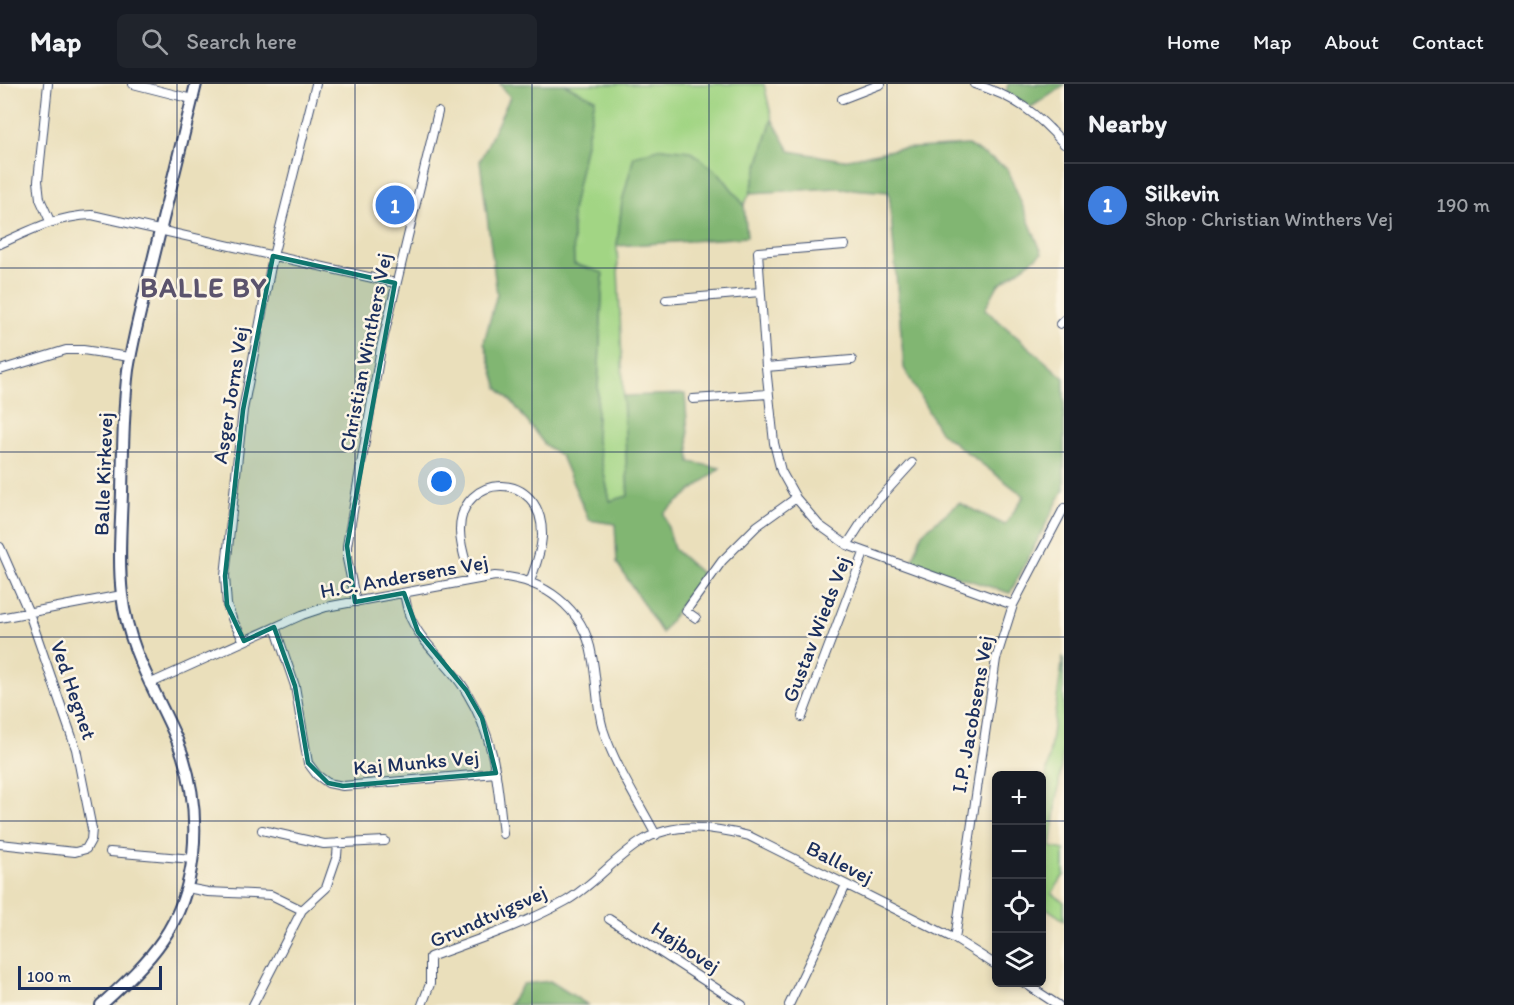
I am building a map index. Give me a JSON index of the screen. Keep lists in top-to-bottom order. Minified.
{"streets":{"street":["Christian Winthers Vej","Asger Jorns Vej","Balle Kirkevej","H.C. Andersens Vej","Gustav Wieds Vej","Ved Hegnet","I.P. Jacobsens Vej","Kaj Munks Vej","Ballevej","Grundtvigsvej","Højbovej"]},"crossings":[["Christian Winthers Vej","H.C. Andersens Vej"],["Asger Jorns Vej","H.C. Andersens Vej"],["Balle Kirkevej","H.C. Andersens Vej"],["H.C. Andersens Vej","Kaj Munks Vej"],["H.C. Andersens Vej","Ballevej"],["H.C. Andersens Vej","Grundtvigsvej"],["Gustav Wieds Vej","I.P. Jacobsens Vej"],["I.P. Jacobsens Vej","Ballevej"],["Ballevej","Grundtvigsvej"]],"districts":["BALLE BY"],"scale_bar":"100 m","page":{"header":"Map","search":"Search here","nav":["Home","Map","About","Contact"],"heading":"Nearby","list":[{"mark":"1","name":"Silkevin","note":"Shop · Christian Winthers Vej","value":"190 m"}],"pins":"1","map_buttons":["+","−"],"scale":"100 m"}}
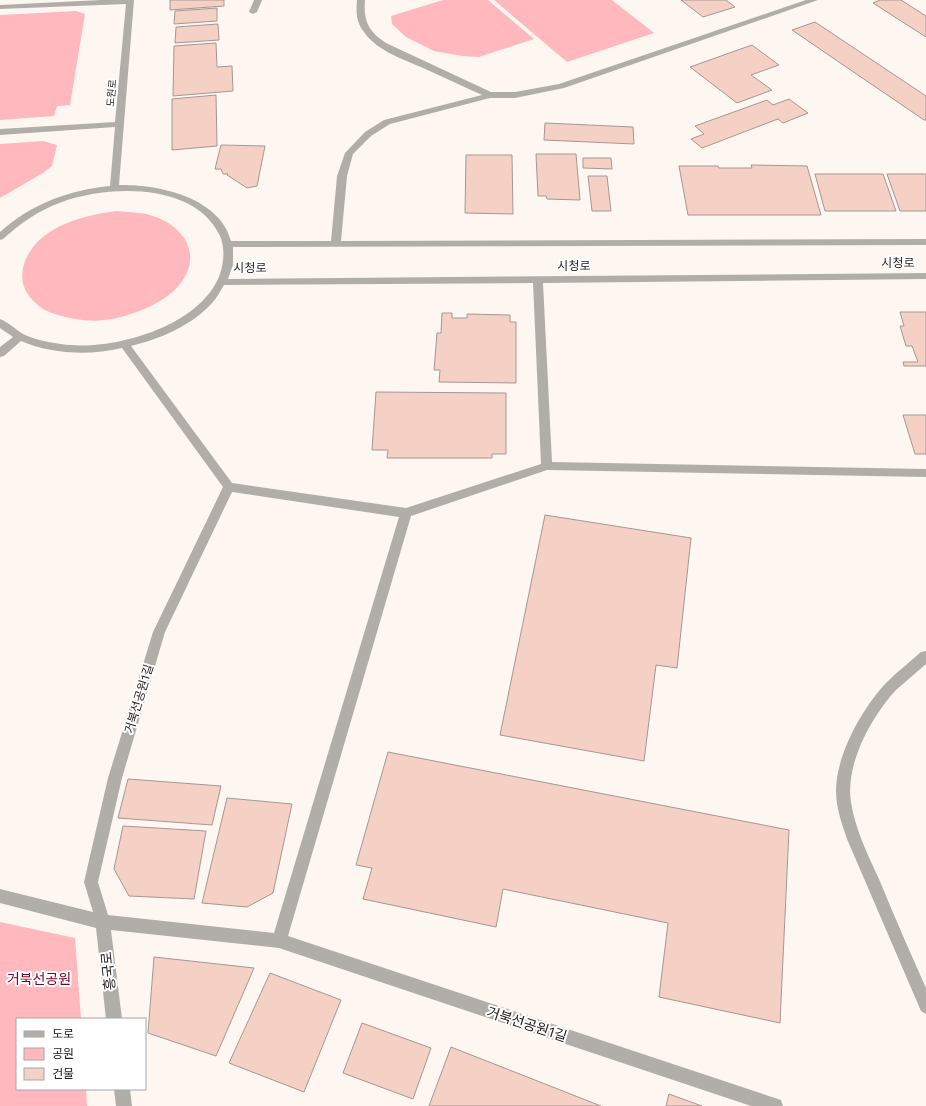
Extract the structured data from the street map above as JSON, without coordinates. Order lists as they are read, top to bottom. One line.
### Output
{"streets":{"street":["도원로","시청로","거북선공원1길","흥국로"]},"crossings":[["거북선공원1길","흥국로"]],"parks":["거북선공원"],"legend":["도로","공원","건물"]}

Problem requirements =>
Exactly as written, give every entry again, but not the pictures.

Task output =>
I am building a map index. Give me a JSON index of the screen. Keep lists in top-to-bottom order. Minified.
{"streets":{"street":["Christian Winthers Vej","Asger Jorns Vej","Balle Kirkevej","H.C. Andersens Vej","Gustav Wieds Vej","Ved Hegnet","I.P. Jacobsens Vej","Kaj Munks Vej","Ballevej","Grundtvigsvej","Højbovej"]},"crossings":[["Christian Winthers Vej","H.C. Andersens Vej"],["Asger Jorns Vej","H.C. Andersens Vej"],["Balle Kirkevej","H.C. Andersens Vej"],["H.C. Andersens Vej","Kaj Munks Vej"],["H.C. Andersens Vej","Ballevej"],["H.C. Andersens Vej","Grundtvigsvej"],["Gustav Wieds Vej","I.P. Jacobsens Vej"],["I.P. Jacobsens Vej","Ballevej"],["Ballevej","Grundtvigsvej"]],"districts":["BALLE BY"],"scale_bar":"100 m","page":{"header":"Map","search":"Search here","nav":["Home","Map","About","Contact"],"heading":"Nearby","list":[{"mark":"1","name":"Silkevin","note":"Shop · Christian Winthers Vej","value":"190 m"}],"pins":"1","map_buttons":["+","−"],"scale":"100 m"}}
Extract the structured data from the street map above as JSON, without coordinates. Order lists as they are read, top to bottom. One line.
### Output
{"streets":{"street":["도원로","시청로","거북선공원1길","흥국로"]},"crossings":[["거북선공원1길","흥국로"]],"parks":["거북선공원"],"legend":["도로","공원","건물"]}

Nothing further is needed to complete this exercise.